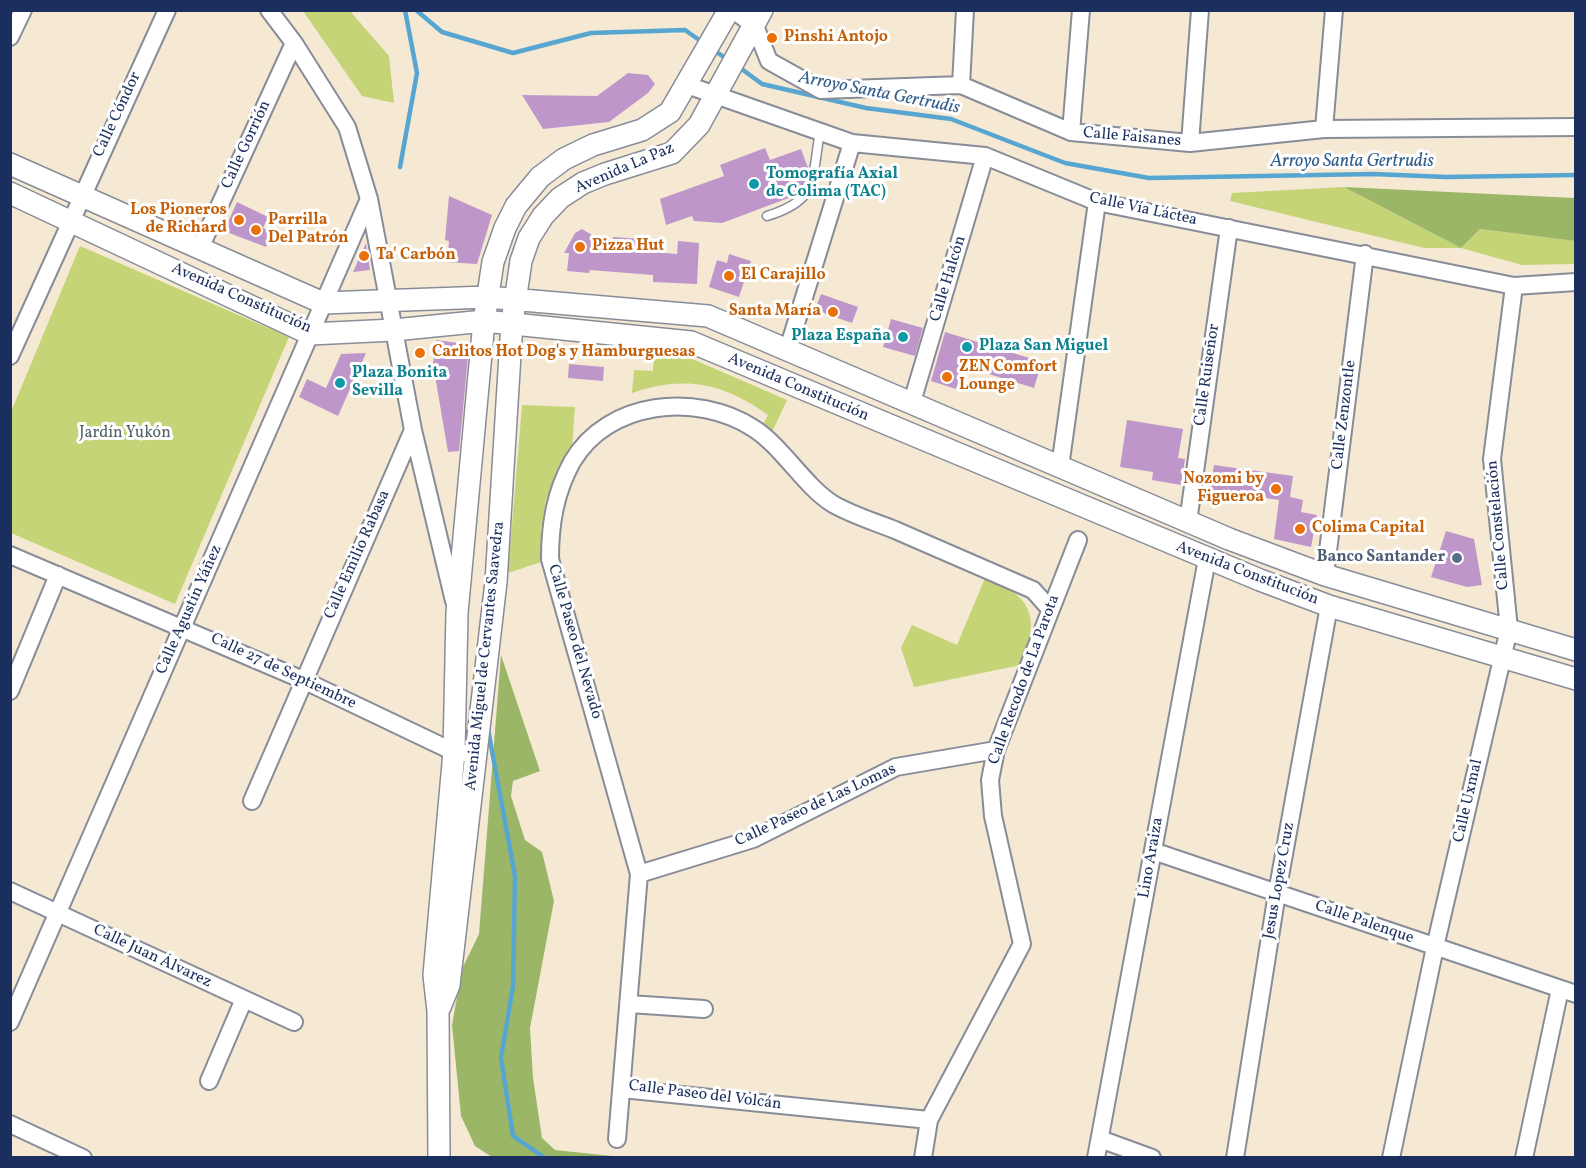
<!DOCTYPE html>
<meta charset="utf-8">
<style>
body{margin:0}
#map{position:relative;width:1586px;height:1168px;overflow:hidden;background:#f5e9d4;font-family:Vollkorn,serif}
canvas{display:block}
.frame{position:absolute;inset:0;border:12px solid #1b2f5e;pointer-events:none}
</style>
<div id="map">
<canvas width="1586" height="1168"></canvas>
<div class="frame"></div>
</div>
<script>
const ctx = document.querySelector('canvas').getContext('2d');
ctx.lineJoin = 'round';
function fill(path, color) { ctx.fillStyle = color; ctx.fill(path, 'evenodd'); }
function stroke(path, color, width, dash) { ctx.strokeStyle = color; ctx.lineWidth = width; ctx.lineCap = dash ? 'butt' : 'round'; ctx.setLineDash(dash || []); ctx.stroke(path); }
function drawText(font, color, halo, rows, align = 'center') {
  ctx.font = font + ' Vollkorn,serif'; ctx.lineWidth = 6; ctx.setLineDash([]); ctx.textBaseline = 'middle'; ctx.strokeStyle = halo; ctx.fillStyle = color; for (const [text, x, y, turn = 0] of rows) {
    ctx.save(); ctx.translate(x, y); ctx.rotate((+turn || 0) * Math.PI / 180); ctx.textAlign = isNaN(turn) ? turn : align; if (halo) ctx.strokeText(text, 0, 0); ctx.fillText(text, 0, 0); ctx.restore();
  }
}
fill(new Path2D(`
 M303,11H350L389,56L394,103L362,96Z
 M1344,187L1461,248L1480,229L1575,241V264L1522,265L1461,248H1424L1230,201L1232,193Z
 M80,246L289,337L175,604L11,533V412Z
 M654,353L690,358L787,400L771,434L762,426L768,415C723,383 685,375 632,393L634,370L653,371Z
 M522,405L575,407L572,447L558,467L546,500L541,529L544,561L508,573Z
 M985,578C1034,596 1040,619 1021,665L914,687L901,648L912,625L957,645Z`), '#c4d476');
fill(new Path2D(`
 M1344,187L1575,198V241L1480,229L1461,248Z
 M501,655L540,771L513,781L511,796L525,840L542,852L554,901L530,1028L533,1078L542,1138L555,1150L621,1157H492L475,1146L461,1116L452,1025L462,969L479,934Z`), '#9bb667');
stroke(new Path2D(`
 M416,10L442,32L513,53L591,33L685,30L702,42
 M714,50L729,61
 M739,67L762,84L866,108L951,119L1065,163L1149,178L1373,174L1446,177L1576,175
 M400,167L417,73L405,10
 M488,729L515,876L513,986L501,1058L513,1136L545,1158`), '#57a6d1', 4.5);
fill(new Path2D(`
 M628,73L648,75L655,84L648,93L609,122L543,129L522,95L597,96Z
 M765,148L770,160L801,149L808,168L804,184L794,196L722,223L694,221L692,216L666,225L660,199L724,176L720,165Z
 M449,196L492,215L477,264L447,262L449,241L445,240Z
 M237,202L268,217L263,228L273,232L266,247L224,231Z
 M582,229L612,247L613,237L656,240L655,252L677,254L678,241L699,243L697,284L653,282V275L590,270L589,273L567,271L569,253H564L575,233Z
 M366,243L370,270L353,272Z
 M729,254L751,261L739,297L709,287L717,260L727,263Z
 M821,294L858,307L852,323L815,310Z
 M891,319L923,328L915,356L883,347Z
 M945,332L1042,362L1034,388L963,366L956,389L931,381Z
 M436,340L465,344L464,357H468L459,451L448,452L433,364Z
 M366,353L338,416L299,397L307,379L326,388L341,354Z
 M569,364L604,367L603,381L568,378Z
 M1127,420L1183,429L1178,458L1185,459L1181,485L1152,480L1153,472L1120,467Z
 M1214,465L1293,476L1290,497L1303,500L1301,512L1317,515L1311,547L1274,539L1279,500L1210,490Z
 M1446,531L1474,539L1482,585L1467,587L1431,577Z`), '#bf96c9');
const service = new Path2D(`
 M767,216C819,200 811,181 820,132`);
const minor = new Path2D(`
 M269,10L294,43L347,127L369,199L413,430L454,601
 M733,10L755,26L769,61L821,90L961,85L1071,132L1190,143L1324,129L1576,127
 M10,37L23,10
 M687,85L852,143L985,156L1097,202L1514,286L1576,282
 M961,85L965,10
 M1324,129L1334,10
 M1071,132L1081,10
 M1190,143L1200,10
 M201,246L294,43
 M788,349L852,143
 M10,356L167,10
 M912,402L985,156
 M1060,467L1097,202
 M1188,522L1229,228
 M10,555L303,680L454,752L465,753
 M1325,575L1365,254
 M10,691L58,575
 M252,801L413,430
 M1153,851L1576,994
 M639,874L753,839L896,767L996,750
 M10,891L294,1022
 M629,1004L704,1009
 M10,1022L369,199
 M209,1081L244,999
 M622,1089L929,1120
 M10,1124L83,1158
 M617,1139L639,874L550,559C550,524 555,493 572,462C608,400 697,392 753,428C782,446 805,487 833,504C852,515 875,522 895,530C941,550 987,570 1033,590L1050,609
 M1100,1139L1152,1158
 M923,1158L929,1120L1022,944L993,816L990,780L996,750L1078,540
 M1096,1158L1207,559
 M1235,1158L1277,893L1329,606
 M1391,1158L1435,947L1509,629L1492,459L1514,286
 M1524,1158L1560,989`);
const tertiary = new Path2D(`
 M10,164L323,303L487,297L708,316L1229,539L1325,575L1576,650
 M10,193L310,334L394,330L484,321L691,342L1260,580L1329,606L1576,679
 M440,1007L449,985L496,582L512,322L521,261L529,238L543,216L560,198L583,183L605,174L672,153L699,125L762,10
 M439,1158L438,1011L434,975L454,752L457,613L484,321L493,262L505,228L516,206L540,177L564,159L593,145L642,130L670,112L729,10`);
stroke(service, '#888c99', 11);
stroke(minor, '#888c99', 20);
stroke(tertiary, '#888c99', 24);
stroke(service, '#fff', 8);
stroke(minor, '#fff', 16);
stroke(tertiary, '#fff', 21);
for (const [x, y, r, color] of [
 [772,38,6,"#e8710a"],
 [754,184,6,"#0f9aa8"],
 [239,220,6,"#e8710a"],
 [256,230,6,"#e8710a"],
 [580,247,6,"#e8710a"],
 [364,256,6,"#e8710a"],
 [729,276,6,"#e8710a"],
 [833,312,6,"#e8710a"],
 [903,337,6,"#0f9aa8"],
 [967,347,6,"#0f9aa8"],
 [420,353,6,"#e8710a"],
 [947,377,6,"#e8710a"],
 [340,383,6,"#0f9aa8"],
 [1276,489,6,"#e8710a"],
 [1300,529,6,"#e8710a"],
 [1457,558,6,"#5c6f8a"]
]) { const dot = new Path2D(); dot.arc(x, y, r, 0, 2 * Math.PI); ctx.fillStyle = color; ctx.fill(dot); stroke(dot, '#fff', 2); }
drawText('bold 16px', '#c56008', '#fff', [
 ["Pinshi Antojo",784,38],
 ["Los Pioneros",227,211,"right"],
 ["de Richard",227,229,"right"],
 ["Parrilla",268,221],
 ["Del Patrón",268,239],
 ["Pizza Hut",592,247],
 ["Ta' Carbón",376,256],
 ["El Carajillo",741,276],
 ["Santa María",821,312,"right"],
 ["Carlitos Hot Dog's y Hamburguesas",432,353],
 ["ZEN Comfort",959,368],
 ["Lounge",959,386],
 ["Nozomi by",1264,480,"right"],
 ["Figueroa",1264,498,"right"],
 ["Colima Capital",1312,529]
], 'left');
drawText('16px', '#1b2f5e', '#fff', [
 ["Calle Cóndor",118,115,-65],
 ["Calle Faisanes",1132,138,5],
 ["Calle Gorrión",247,145,-65],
 ["Avenida La Paz",625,169,-23],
 ["Calle Vía Láctea",1143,210,12],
 ["Calle Halcón",949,279,-73],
 ["Avenida Constitución",241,299,24],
 ["Calle Ruiseñor",1208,375,-82],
 ["Avenida Constitución",798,388,23],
 ["Calle Zenzontle",1345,415,-83],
 ["Calle Constelación",1499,525,-95],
 ["Calle Emilio Rabasa",358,555,-66],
 ["Avenida Constitución",1247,574,21],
 ["Calle Agustín Yáñez",190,610,-66],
 ["Calle Paseo del Nevado",574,642,74],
 ["Avenida Miguel de Cervantes Saavedra",486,656,-84],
 ["Calle 27 de Septiembre",283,672,25],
 ["Calle Recodo de La Parota",1025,680,-70],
 ["Calle Uxmal",1469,801,-77],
 ["Calle Paseo de Las Lomas",816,806,-25],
 ["Lino Araiza",1152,858,-80],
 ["Jesus Lopez Cruz",1280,881,-80],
 ["Calle Palenque",1364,923,19],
 ["Calle Juan Álvarez",152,957,25],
 ["Calle Paseo del Volcán",705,1096,7]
]);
drawText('bold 16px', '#0d838f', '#fff', [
 ["Tomografía Axial",766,175],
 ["de Colima (TAC)",766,193],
 ["Plaza España",891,337,"right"],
 ["Plaza San Miguel",979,347],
 ["Plaza Bonita",352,374],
 ["Sevilla",352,392]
], 'left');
drawText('16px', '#4e6165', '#fff', [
 ["Jardín Yukón",125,434]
]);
drawText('bold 16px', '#4e5e75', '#fff', [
 ["Banco Santander",1445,558]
], 'right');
drawText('italic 18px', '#335f8c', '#fff', [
 ["Arroyo Santa Gertrudis",879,94,11],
 ["Arroyo Santa Gertrudis",1352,163]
]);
</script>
==========
→ What is expected: Output exactly one stretch of the listing: from the line containing "ctx.lineJoin = 'round';" through the line containing "function stroke(path, color, width, dash)", both end lines included.

→ Answer box:
ctx.lineJoin = 'round';
function fill(path, color) { ctx.fillStyle = color; ctx.fill(path, 'evenodd'); }
function stroke(path, color, width, dash) { ctx.strokeStyle = color; ctx.lineWidth = width; ctx.lineCap = dash ? 'butt' : 'round'; ctx.setLineDash(dash || []); ctx.stroke(path); }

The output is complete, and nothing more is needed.